Directions ▸
From the material below, return every line that includes "hidden".

Supplied records ▸
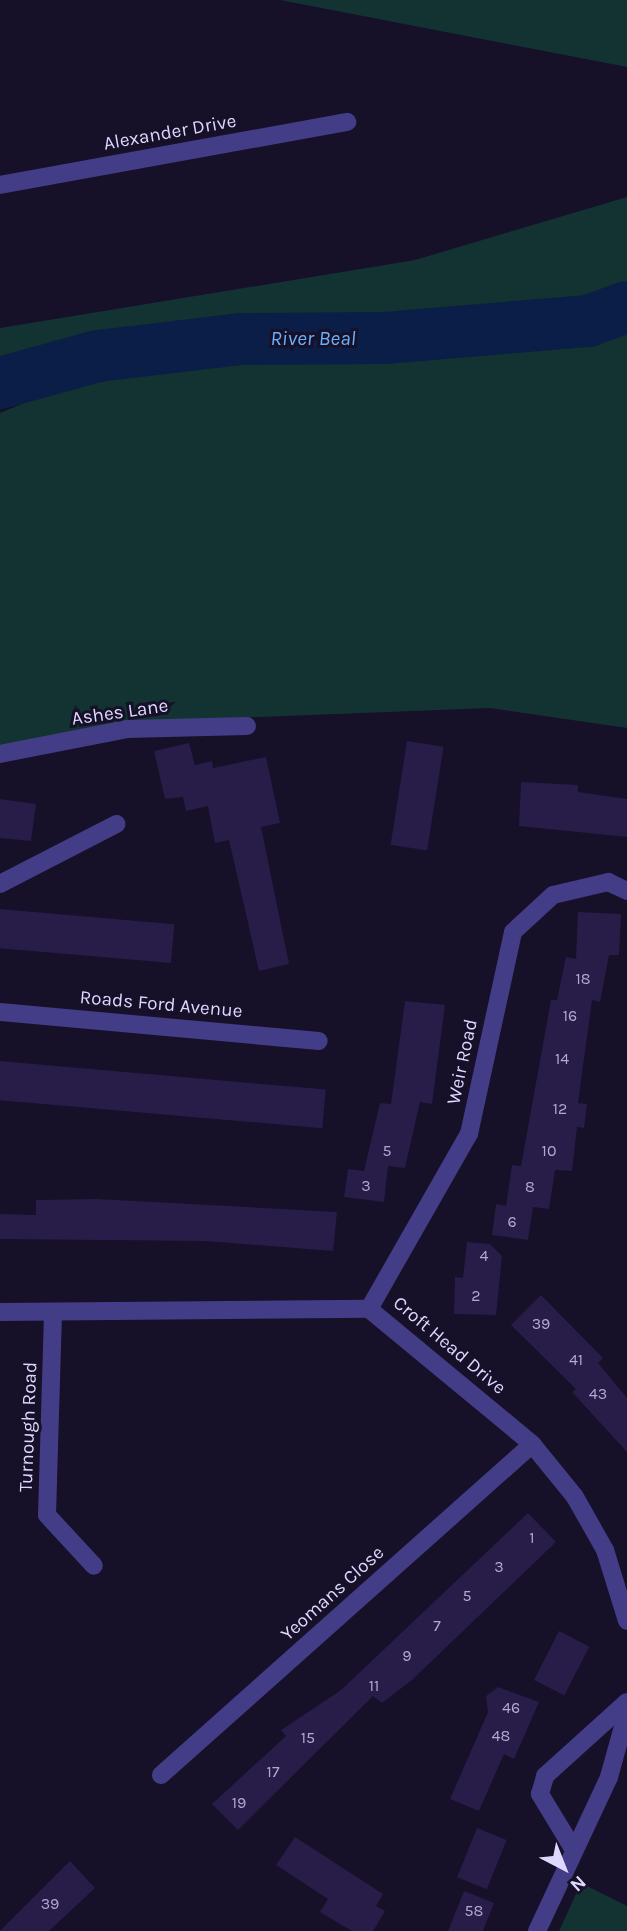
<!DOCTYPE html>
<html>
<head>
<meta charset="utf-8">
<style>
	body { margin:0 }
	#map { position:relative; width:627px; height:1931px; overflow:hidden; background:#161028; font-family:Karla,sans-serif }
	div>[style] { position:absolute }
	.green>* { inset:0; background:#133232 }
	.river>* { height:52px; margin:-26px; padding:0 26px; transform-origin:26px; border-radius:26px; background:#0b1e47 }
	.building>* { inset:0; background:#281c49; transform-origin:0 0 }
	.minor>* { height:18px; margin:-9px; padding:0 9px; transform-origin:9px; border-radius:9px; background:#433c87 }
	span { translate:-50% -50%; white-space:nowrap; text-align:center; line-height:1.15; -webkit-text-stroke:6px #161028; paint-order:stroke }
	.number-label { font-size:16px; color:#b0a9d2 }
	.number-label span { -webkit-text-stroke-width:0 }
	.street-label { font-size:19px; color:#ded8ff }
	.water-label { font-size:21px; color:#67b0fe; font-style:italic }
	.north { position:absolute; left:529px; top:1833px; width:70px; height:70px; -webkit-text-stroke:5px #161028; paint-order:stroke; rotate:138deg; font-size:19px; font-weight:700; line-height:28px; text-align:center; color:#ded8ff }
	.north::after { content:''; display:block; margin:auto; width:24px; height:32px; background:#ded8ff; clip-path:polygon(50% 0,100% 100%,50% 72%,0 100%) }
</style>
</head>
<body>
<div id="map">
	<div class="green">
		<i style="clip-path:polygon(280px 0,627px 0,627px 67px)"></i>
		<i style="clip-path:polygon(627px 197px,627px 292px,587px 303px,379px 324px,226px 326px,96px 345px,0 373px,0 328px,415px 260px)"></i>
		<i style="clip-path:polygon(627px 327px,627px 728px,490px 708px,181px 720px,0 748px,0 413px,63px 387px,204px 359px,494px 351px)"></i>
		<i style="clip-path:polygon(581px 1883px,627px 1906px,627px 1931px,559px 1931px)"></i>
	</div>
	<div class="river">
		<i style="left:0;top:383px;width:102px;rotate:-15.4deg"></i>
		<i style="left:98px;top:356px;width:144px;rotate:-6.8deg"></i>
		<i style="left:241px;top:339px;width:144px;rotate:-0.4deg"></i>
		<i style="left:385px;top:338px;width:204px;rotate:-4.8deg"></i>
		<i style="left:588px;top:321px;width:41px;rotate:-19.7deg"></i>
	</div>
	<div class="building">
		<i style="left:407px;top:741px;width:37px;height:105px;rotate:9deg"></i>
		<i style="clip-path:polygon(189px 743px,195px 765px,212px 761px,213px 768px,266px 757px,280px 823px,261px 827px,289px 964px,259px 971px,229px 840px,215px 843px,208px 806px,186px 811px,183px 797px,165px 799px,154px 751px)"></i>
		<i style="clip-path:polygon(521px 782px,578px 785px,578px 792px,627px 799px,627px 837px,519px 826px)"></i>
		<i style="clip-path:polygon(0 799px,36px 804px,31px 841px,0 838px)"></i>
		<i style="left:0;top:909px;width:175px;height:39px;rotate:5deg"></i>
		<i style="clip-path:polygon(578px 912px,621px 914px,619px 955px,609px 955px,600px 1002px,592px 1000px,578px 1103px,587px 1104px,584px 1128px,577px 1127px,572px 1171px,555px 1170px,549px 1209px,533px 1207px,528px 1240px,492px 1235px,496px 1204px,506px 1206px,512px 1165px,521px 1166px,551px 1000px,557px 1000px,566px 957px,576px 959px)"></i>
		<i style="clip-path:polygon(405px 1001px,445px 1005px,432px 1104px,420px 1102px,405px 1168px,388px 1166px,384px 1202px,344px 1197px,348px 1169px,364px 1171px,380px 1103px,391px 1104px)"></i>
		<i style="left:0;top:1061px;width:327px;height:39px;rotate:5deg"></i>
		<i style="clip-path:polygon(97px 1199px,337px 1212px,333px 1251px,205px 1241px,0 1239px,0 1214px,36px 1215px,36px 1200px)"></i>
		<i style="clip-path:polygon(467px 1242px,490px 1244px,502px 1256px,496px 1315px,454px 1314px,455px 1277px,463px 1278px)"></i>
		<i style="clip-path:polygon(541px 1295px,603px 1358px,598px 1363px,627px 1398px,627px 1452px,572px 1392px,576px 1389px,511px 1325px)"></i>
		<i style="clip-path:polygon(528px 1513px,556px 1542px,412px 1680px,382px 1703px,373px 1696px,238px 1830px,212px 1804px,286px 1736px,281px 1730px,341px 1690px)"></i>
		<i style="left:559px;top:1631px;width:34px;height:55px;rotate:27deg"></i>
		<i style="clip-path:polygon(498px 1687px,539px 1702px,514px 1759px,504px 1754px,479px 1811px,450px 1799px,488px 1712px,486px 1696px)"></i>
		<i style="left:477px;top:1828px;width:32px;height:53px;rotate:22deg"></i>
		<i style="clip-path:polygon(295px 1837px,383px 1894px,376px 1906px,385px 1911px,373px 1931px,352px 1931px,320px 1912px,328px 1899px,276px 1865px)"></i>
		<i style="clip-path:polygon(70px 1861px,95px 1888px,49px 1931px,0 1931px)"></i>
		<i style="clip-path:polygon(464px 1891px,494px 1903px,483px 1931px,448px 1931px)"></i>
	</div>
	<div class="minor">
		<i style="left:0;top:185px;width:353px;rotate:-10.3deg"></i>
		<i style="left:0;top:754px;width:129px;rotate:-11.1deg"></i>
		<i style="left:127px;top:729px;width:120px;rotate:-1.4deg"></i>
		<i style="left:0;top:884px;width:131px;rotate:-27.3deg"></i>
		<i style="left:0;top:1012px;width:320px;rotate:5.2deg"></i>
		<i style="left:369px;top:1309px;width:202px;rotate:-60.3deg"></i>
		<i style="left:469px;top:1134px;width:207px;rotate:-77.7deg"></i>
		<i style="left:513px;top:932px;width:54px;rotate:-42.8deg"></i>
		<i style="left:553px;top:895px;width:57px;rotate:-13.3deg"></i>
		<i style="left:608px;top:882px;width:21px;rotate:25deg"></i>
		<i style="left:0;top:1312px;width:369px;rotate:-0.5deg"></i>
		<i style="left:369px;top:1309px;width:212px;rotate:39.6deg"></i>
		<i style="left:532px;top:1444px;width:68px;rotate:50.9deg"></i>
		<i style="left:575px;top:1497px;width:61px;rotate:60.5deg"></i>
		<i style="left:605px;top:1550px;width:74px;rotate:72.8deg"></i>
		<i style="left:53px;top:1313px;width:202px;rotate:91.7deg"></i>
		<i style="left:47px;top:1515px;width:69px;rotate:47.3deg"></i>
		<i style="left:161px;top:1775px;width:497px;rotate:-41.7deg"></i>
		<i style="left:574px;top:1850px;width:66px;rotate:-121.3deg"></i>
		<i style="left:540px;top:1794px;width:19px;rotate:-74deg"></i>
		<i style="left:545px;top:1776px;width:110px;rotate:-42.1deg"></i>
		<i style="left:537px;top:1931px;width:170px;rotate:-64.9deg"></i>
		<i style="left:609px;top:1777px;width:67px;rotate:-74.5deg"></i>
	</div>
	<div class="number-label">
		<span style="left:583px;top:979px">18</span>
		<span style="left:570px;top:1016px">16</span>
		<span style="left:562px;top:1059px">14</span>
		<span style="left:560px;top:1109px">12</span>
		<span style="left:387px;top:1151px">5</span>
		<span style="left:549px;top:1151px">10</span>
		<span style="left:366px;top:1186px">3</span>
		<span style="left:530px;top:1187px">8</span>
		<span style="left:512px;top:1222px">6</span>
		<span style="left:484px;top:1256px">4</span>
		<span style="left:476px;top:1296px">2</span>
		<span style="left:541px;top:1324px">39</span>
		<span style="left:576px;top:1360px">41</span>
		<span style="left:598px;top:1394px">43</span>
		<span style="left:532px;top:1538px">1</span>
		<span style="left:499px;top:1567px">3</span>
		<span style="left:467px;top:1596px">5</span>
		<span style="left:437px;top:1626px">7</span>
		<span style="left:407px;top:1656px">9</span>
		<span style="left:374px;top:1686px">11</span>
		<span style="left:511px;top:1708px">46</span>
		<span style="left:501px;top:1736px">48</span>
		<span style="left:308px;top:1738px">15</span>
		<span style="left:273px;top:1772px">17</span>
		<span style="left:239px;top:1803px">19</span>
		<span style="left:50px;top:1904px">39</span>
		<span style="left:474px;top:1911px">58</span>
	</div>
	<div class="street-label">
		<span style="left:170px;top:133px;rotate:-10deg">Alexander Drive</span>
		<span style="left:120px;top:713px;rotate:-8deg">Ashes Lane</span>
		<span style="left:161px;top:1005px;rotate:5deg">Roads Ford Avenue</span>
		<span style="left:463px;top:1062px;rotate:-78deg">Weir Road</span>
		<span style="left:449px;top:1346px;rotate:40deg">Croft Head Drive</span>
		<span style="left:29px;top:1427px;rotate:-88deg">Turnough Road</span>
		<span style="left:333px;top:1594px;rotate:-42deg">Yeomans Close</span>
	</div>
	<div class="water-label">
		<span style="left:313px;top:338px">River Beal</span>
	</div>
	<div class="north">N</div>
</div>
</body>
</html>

...

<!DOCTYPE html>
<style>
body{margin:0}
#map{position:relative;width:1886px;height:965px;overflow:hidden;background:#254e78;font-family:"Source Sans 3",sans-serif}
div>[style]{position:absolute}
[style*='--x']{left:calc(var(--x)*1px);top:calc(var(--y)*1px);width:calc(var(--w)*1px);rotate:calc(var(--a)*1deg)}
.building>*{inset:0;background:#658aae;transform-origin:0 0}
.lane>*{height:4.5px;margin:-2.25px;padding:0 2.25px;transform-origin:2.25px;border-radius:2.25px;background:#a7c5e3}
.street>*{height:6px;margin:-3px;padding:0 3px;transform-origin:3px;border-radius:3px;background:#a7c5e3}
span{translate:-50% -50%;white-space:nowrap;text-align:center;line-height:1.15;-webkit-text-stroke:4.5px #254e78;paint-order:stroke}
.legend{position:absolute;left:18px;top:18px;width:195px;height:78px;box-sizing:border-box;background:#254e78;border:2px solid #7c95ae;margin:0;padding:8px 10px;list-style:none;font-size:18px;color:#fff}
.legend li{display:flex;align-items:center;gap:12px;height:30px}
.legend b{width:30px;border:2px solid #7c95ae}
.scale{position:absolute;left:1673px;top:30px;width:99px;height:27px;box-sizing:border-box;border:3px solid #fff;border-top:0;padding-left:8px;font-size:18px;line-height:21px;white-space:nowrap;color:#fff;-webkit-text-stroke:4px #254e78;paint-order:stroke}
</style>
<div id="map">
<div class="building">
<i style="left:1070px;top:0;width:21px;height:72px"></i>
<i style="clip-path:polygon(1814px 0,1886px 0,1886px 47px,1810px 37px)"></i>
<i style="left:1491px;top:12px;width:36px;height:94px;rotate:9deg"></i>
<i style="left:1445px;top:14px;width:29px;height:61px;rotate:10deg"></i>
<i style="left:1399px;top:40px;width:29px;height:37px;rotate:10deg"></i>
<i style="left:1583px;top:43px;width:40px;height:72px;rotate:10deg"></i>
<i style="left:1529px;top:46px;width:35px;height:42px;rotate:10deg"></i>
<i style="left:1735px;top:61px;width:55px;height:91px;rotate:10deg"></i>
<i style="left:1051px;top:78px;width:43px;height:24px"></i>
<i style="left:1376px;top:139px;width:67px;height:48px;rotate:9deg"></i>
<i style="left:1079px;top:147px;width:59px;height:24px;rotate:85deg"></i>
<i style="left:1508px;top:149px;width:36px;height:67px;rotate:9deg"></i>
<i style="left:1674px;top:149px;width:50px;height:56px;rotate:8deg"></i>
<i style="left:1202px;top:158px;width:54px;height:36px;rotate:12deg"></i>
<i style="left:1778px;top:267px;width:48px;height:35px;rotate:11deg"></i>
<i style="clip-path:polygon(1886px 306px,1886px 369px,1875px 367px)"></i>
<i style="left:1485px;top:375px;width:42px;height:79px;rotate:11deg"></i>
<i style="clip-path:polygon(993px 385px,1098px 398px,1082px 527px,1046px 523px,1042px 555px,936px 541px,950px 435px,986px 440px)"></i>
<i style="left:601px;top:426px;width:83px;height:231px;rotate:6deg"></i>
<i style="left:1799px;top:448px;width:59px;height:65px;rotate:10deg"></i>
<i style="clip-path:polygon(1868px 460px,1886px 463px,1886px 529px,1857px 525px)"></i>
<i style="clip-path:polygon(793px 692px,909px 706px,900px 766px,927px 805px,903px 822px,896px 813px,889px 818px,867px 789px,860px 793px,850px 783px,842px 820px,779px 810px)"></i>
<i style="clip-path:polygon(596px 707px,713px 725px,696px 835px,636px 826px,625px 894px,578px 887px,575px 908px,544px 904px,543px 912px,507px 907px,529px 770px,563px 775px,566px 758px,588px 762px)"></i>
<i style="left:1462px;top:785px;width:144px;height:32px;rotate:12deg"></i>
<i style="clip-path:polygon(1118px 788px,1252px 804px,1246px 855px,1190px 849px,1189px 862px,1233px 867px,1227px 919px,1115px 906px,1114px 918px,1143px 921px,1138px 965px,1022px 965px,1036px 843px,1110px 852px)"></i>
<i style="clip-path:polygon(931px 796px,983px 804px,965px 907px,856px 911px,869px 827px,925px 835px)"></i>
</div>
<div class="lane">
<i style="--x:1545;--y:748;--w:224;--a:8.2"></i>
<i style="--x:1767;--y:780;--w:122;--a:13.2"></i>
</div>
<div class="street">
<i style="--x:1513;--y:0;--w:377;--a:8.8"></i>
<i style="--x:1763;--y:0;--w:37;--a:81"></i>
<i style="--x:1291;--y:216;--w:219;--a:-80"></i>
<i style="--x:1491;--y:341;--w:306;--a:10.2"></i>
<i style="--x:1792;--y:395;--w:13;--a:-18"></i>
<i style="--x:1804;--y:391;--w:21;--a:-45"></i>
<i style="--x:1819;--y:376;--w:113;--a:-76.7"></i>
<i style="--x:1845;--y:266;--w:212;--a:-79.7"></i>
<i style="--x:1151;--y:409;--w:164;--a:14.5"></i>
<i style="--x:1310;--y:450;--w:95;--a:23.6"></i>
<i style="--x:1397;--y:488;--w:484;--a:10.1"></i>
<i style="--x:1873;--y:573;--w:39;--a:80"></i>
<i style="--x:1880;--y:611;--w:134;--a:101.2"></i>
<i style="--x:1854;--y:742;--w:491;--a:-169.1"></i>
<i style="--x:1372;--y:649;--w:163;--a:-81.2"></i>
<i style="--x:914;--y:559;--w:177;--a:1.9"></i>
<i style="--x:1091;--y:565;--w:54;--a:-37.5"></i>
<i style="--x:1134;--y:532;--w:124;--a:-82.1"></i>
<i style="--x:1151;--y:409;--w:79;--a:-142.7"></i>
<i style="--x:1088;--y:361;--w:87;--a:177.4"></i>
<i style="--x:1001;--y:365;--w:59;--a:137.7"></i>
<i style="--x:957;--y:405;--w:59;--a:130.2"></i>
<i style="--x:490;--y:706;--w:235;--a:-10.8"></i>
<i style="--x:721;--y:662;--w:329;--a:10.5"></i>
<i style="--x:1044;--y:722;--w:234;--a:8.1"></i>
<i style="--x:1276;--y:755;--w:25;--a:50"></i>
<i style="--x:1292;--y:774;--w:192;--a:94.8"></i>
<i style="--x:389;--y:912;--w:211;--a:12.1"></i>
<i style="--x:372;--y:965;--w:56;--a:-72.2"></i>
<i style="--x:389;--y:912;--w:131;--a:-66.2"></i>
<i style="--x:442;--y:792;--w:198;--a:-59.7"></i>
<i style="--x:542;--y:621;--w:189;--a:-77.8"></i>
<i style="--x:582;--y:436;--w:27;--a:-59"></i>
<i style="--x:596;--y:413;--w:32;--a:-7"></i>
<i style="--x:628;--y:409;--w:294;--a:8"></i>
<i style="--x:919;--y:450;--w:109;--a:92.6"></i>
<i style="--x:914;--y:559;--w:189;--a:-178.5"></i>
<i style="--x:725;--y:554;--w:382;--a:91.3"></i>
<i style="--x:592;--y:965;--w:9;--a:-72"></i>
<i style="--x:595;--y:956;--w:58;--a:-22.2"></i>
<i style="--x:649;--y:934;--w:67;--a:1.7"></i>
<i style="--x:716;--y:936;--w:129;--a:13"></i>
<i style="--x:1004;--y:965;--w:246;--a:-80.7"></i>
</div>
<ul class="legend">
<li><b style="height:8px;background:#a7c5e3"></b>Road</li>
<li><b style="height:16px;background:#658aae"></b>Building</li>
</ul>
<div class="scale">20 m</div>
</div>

Task response ▸
	#map { position:relative; width:627px; height:1931px; overflow:hidden; background:#161028; font-family:Karla,sans-serif }
#map{position:relative;width:1886px;height:965px;overflow:hidden;background:#254e78;font-family:"Source Sans 3",sans-serif}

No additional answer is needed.